The brown van that brings your Amazon.com (NASDAQ: AMZN) order to your doorstep could be running on natural gas. UPS (NYSE: UPS), the company formerly known as United Parcel Service, is now the largest user of natural gas-powered vehicles in the shipping industry.
UPS revealed that it now operates a fleet of 2,500 medium- and heavy-duty vehicles that run on natural gas. These vehicles range from the familiar brown delivery van to semi tractors that UPS is operating in the United Kingdom, a press release indicates.
What’s truly interesting is that some of these vehicles are operating on biomethane, natural gas made from sources like garbage and manure. The idea is to be able to manufacture gas from waste. Older people might remember methane gas as the fuel the bad guys used in the classic post-apocalyptic film Mad Max: Beyond Thunderdome.
Big Brown Loves Natural Gas
UPS’s fleet is about to get bigger because it is planning to add 1,400 new vehicles powered by compressed natural gas, or CNG, in the next year. That will increase the company’s natural gas fleet by 30% to 5,088 vehicles.
To service those vehicles, the package giant will build 15 new CNG filling stations in the United States. The company already operates eight CNG filling stations in the United States. Three of the new stations will replace existing stations. The rest will allow UPS to deploy natural gas-burning vehicles in 12 new cities.

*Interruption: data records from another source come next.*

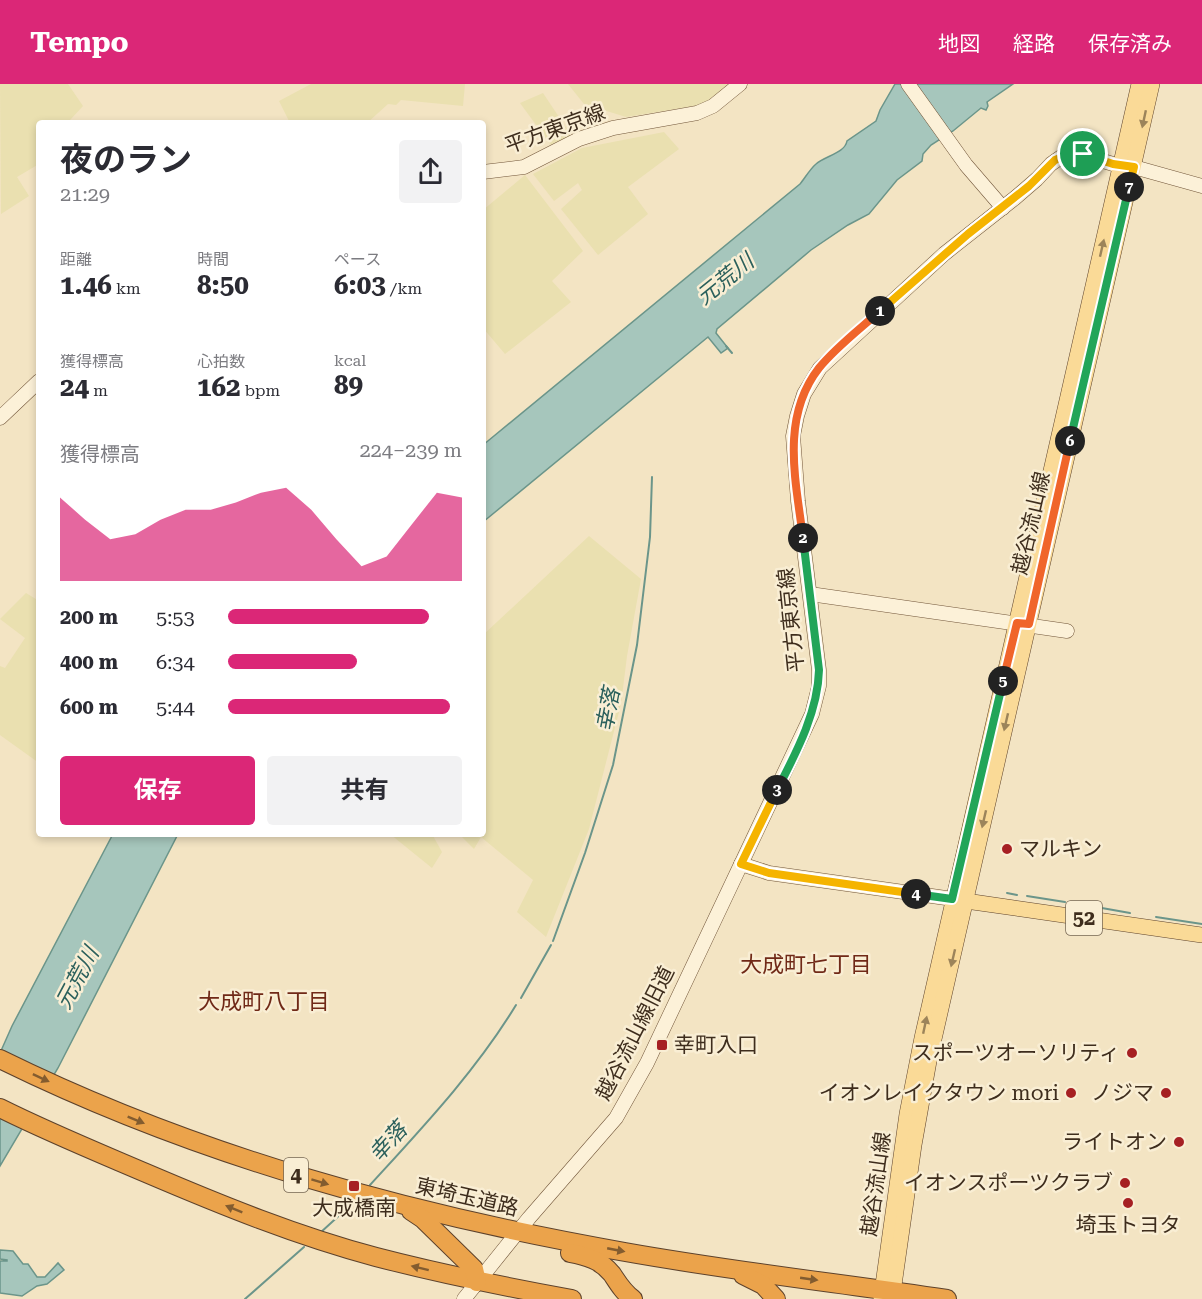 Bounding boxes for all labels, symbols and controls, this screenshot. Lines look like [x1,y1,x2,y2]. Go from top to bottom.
text: Tempo [30,26,129,59]
text: 地図 [938,32,980,56]
text: 経路 [1013,32,1055,56]
text: 保存済み [1088,32,1172,56]
street label: 平方東京線 [502,100,608,158]
one-way arrow [1139,109,1149,128]
pin [1057,128,1108,179]
icon: arrive [1066,137,1099,170]
text: 夜のラン [60,140,192,179]
button: share [399,140,462,203]
pin: 7 [1114,172,1144,202]
text: 7 [1125,177,1133,196]
text: 21:29 [60,182,110,206]
one-way arrow [1098,238,1107,257]
water label: 元荒川 [691,247,760,309]
text: 距離 [60,250,92,269]
text: 時間 [197,250,229,269]
text: ペース [334,250,381,269]
text: 1.46 [60,270,112,300]
text: 8:50 [197,270,249,300]
text: 6:03 [334,270,386,300]
text: km [112,279,141,298]
text: /km [386,279,422,298]
pin: 1 [865,296,895,326]
text: 1 [876,301,884,320]
text: kcal [334,351,366,370]
text: 獲得標高 [60,352,124,371]
text: 心拍数 [197,352,245,371]
text: 89 [334,370,363,400]
text: 24 [60,372,89,402]
text: 162 [197,372,241,402]
text: m [89,381,108,400]
text: bpm [241,381,280,400]
pin: 6 [1055,426,1085,456]
text: 6 [1066,431,1074,450]
text: 224–239 m [359,438,462,462]
text: 獲得標高 [60,442,140,466]
street label: 越谷流山線 [1007,469,1055,577]
pin: 2 [788,523,818,553]
text: 2 [799,528,807,547]
street label: 平方東京線 [774,567,808,673]
text: 200 m [60,605,118,629]
text: 5:53 [156,605,195,629]
text: 400 m [60,650,118,674]
text: 6:34 [156,650,195,674]
pin: 5 [988,666,1018,696]
text: 5 [999,671,1007,690]
water label: 幸落 [592,683,625,734]
text: 600 m [60,695,118,719]
text: 5:44 [156,695,195,719]
one-way arrow [1001,713,1011,731]
button: 保存 [60,756,255,825]
button: 共有 [267,756,462,825]
pin: 3 [762,775,792,805]
text: 3 [773,780,781,799]
one-way arrow [979,810,989,829]
place label: マルキン [1019,837,1102,861]
marker: マルキン [1000,842,1014,856]
pin: 4 [901,879,931,909]
text: 4 [912,884,920,903]
road number: 52 [1066,901,1102,935]
water label: 元荒川 [50,941,104,1013]
one-way arrow [948,949,957,968]
district label: 大成町七丁目 [740,952,872,977]
street label: 越谷流山線旧道 [591,962,679,1104]
district label: 大成町八丁目 [198,989,330,1014]
one-way arrow [921,1015,930,1034]
place label: 幸町入口 [674,1033,758,1057]
marker: 幸町入口 [655,1038,669,1052]
place label: スポーツオーソリティ [912,1041,1120,1065]
marker: スポーツオーソリティ [1125,1046,1139,1060]
one-way arrow [32,1074,49,1083]
place label: イオンレイクタウン mori [819,1081,1059,1105]
place label: ノジマ [1091,1081,1154,1105]
marker: イオンレイクタウン mori [1064,1086,1078,1100]
marker: ノジマ [1159,1086,1173,1100]
one-way arrow [127,1115,145,1125]
water label: 幸落 [364,1115,414,1167]
street label: 越谷流山線 [857,1130,895,1238]
place label: ライトオン [1062,1130,1167,1154]
marker: ライトオン [1172,1135,1186,1149]
road number: 4 [284,1158,308,1192]
place label: イオンスポーツクラブ [904,1171,1113,1195]
street label: 東埼玉道路 [413,1173,521,1221]
marker: イオンスポーツクラブ [1118,1176,1132,1190]
one-way arrow [311,1178,329,1187]
marker: 大成橋南 [347,1179,361,1193]
place label: 大成橋南 [312,1196,396,1220]
marker: 埼玉トヨタ [1121,1196,1135,1210]
one-way arrow [225,1204,243,1214]
place label: 埼玉トヨタ [1076,1213,1181,1237]
one-way arrow [607,1246,626,1255]
one-way arrow [411,1262,429,1272]
one-way arrow [800,1275,819,1284] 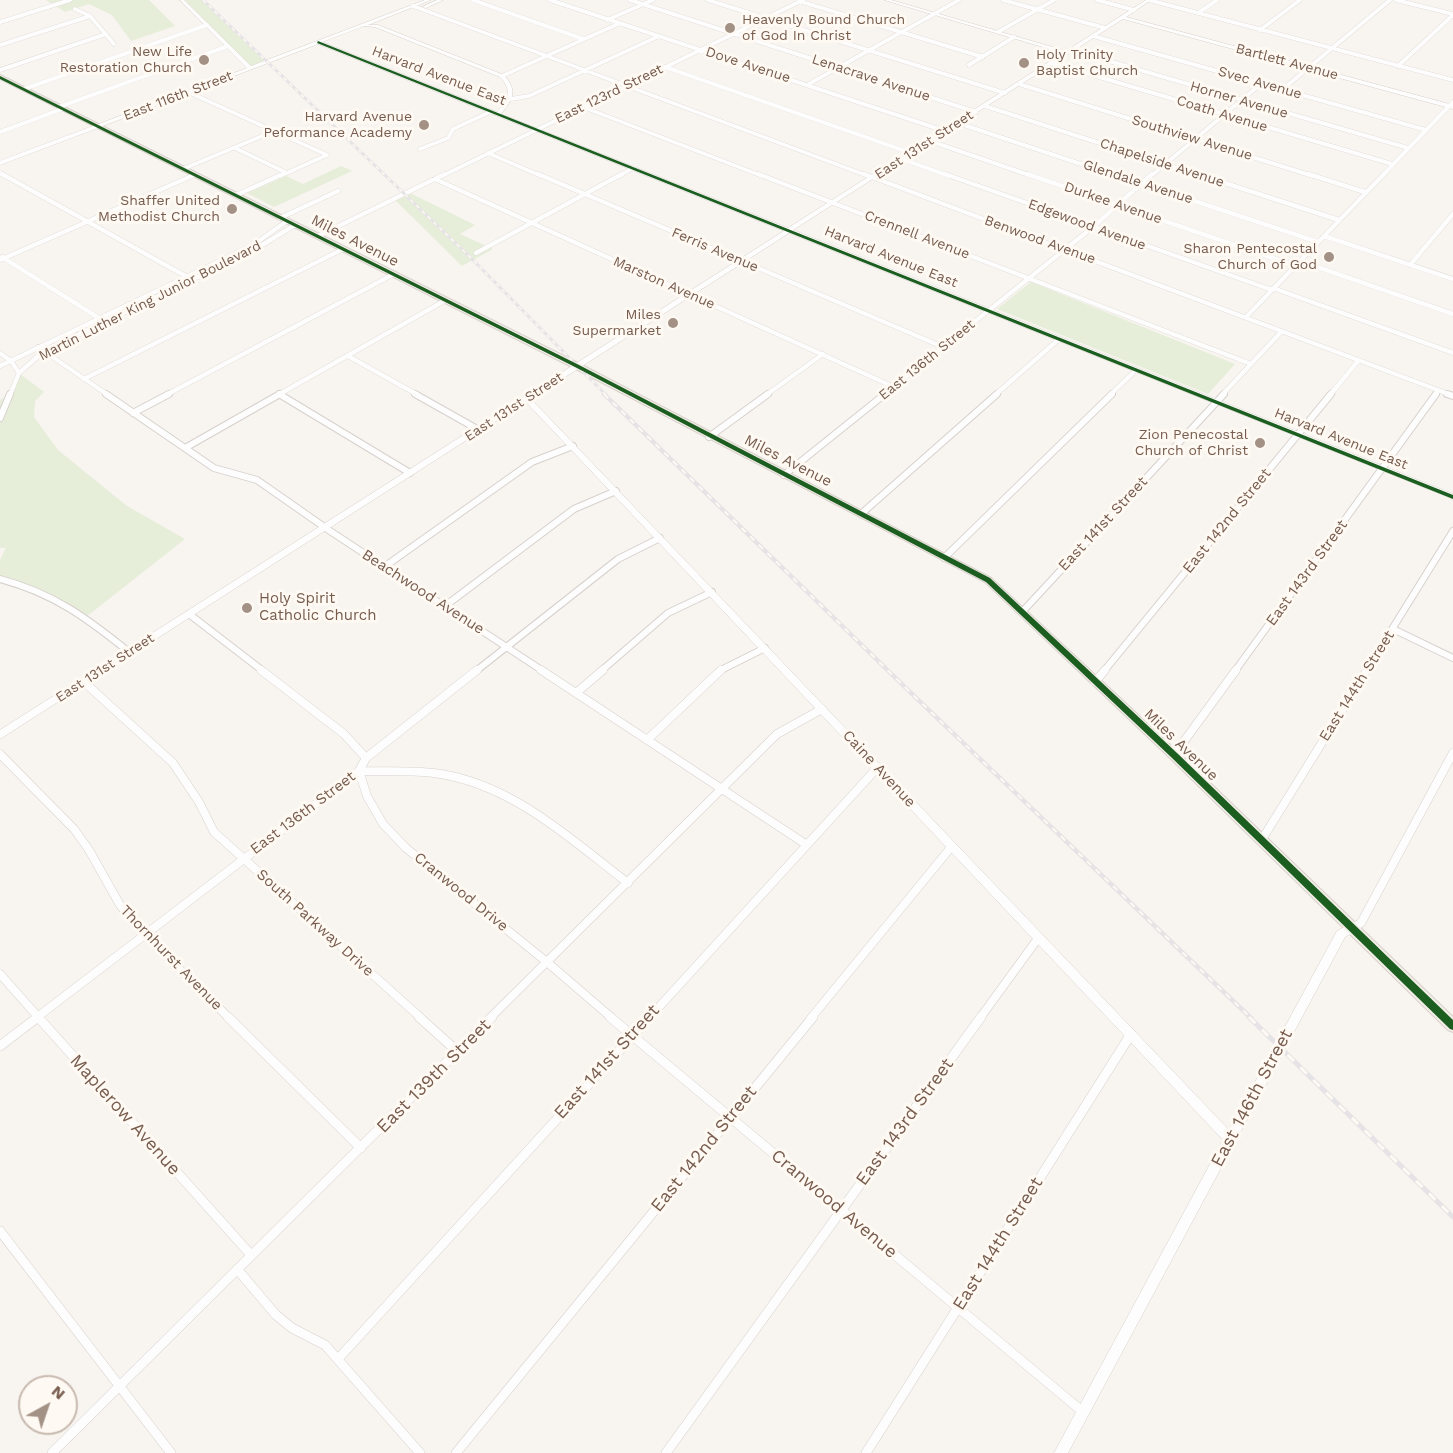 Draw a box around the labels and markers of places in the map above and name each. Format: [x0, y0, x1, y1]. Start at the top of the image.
place label: Heavenly Bound Church of God In Christ [742, 12, 905, 44]
marker: Heavenly Bound Church of God In Christ [723, 21, 737, 35]
place label: New Life Restoration Church [60, 44, 192, 76]
place label: Holy Trinity Baptist Church [1036, 47, 1138, 80]
marker: New Life Restoration Church [197, 53, 211, 67]
marker: Holy Trinity Baptist Church [1017, 56, 1031, 70]
place label: Harvard Avenue Peformance Academy [263, 109, 412, 142]
marker: Harvard Avenue Peformance Academy [417, 118, 431, 132]
place label: Shaffer United Methodist Church [98, 193, 220, 226]
marker: Shaffer United Methodist Church [225, 202, 239, 216]
place label: Sharon Pentecostal Church of God [1183, 241, 1317, 274]
marker: Sharon Pentecostal Church of God [1322, 250, 1336, 264]
place label: Miles Supermarket [572, 307, 661, 340]
marker: Miles Supermarket [666, 316, 680, 330]
place label: Zion Penecostal Church of Christ [1135, 427, 1248, 460]
marker: Zion Penecostal Church of Christ [1253, 436, 1267, 450]
place label: Holy Spirit Catholic Church [259, 590, 377, 625]
marker: Holy Spirit Catholic Church [240, 601, 254, 615]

UPS’s moves show that natural gas is a serious vehicle fuel and that those looking for a long-term energy play should take a good look at natural producers. Some of my favorite plays in that sector include Chesapeake Energy (NYSE: CHK), Devon Energy (NYSE: DVN) and EOG Resources (NYSE: EOG). The recent increase in gasoline and diesel fuel prices is certain to convince many more companies to look into natural gas as a fuel.
The reason for this the relatively low price of the fuel in the United States right now. The average commercial price for 1,000 cubic feet of natural gas in the United States was $71.20 in February 2015 compared to $89.70 in 1987, according to the U.S. Energy Information Agency. The Value in Natural Gas Unfortunately, some natural gas companies are pretty expensive right now. Devon Energy was trading at $67.50 a share on May 6, 2015. Yet Chesapeake is still fairly cheap, trading at $14.78 a share on the same day.
The demand for natural gas and revenue at natural gas producers is certainly increasing. Chesapeake’s revenue went from $17.51 billion in December 2013 to $20.95 billion in December 2014. Devon’s revenue grew even faster, going from $10.4 billion in December 2013 to $19.11 billion in December 2014. EOG’s revenue went from $15.21 billion in March 2014 to $16.27 billion in March 2015.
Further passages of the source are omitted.